A strange title; a strange story; a film that journeys outside any known
genre guidelines. When you take a small town boy who's a rebel at school and
in his suburban home, that's one thing. But when an antennaed rabbit with
the secrets of the universe starts visiting him from some alternate
time-space warp, we seem to be in Steven King territory.
Teenager Donnie Darko (Jake Gyllenhaal) is on medication. His delusions and
erratic, rebellious behavior are well known to his family and a growing
problem at school where he just won't adjust, or accept teachers'
inadequacies or tendencies to create falsehood. Mom and dad are constantly
reminding him to take his pills but, even when he does, he sees the rabbit
and they don't.
Is this a delusion to help him cope with pain over his dissilusionment with
an unsatisfactory and mendacious society? Or is it an advisory council, as
it purports to be, from somewhere out in writer-director Richard Kelly's
universe. The answer to that might be suggested when an airline engine falls
out of the skies dead smack into his bedroom. Jarring, but he seems to have
been in another place at the time. Needless to say, everyone's freaked
out.
Except Donnie, who seems to be discovering a power to alter time and destiny
and, at the same time, is discovering love.
But this mixture of screen elements aren't nearly as unfamiliar as the film's
strange path in the marketplace where it was, at first, rejected and
forgotten. Was it too edgy for its time, despite the participation of a
pre-stardom stellar cast? I mean, like Jake's wondrous sister Maggie, cute
Jena Malone, academic touch-stone Noah Wylie, slime-ball Patrick Swayze,
Katharine Ross and valiant Drew Barrymore who doubles as actual co-producer!

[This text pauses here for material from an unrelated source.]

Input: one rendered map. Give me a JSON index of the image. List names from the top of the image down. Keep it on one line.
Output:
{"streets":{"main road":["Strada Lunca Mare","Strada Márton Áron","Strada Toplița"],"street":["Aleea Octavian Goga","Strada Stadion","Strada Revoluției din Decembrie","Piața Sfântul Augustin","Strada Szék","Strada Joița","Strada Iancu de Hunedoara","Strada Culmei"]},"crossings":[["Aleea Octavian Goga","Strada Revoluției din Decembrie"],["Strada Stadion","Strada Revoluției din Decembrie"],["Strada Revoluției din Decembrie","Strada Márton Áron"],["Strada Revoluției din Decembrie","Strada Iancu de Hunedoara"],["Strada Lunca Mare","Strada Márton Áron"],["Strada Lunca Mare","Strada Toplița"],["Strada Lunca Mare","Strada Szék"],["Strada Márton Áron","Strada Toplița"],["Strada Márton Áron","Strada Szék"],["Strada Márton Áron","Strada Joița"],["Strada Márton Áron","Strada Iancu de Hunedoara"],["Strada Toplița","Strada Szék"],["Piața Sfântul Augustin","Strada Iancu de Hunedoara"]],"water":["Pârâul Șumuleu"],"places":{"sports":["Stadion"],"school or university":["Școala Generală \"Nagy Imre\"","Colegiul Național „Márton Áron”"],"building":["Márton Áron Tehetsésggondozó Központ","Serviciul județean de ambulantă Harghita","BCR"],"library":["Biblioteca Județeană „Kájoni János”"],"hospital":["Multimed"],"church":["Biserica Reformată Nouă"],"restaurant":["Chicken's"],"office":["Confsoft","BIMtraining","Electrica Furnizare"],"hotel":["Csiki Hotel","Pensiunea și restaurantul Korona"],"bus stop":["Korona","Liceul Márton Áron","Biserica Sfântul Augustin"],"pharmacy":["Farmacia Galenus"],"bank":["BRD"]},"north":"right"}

Just as Donnie Darko wasn't meant for this orbit of the solar system as we
think we know it, the film, originally released just after 9/11, refused its
early placement in oblivion. Wouldn't you know the midnight screeners would
take to its demented weirdness and sardonic humor played as straight ahead
seriousness? (It was a midnight movie at the 100-seat Two Boots Pioneer
Theater in Manhattan's East Village for two years running). Then, it hit the
DVD racks, and a cult classic was born and nurtured.
So much interest has been boiling since that a re-release, with 20 additional
minutes woven in, results in this old/new non-sequel for exposure to
audiences who have been awakened like so many movie fans zombied out on its
originality. That explains the strange title and the phenomenon. As for its
destiny, its bottom line is bringing to our attention a new writer-director
on the scene with a somewhat fearless and singular vision who thinks nothing
of sprinkling suburban family life with a little space dust.
Those who are brought down by the film's sense of lonely disattachment might
just feel that the lengthened version of the genre-busting fable isn't much
more appealing than it was first time out. No doubt, though, there is an
appreciative audience for it for others who embrace parallel realities, like
for people who got behind "Adaptation," perhaps.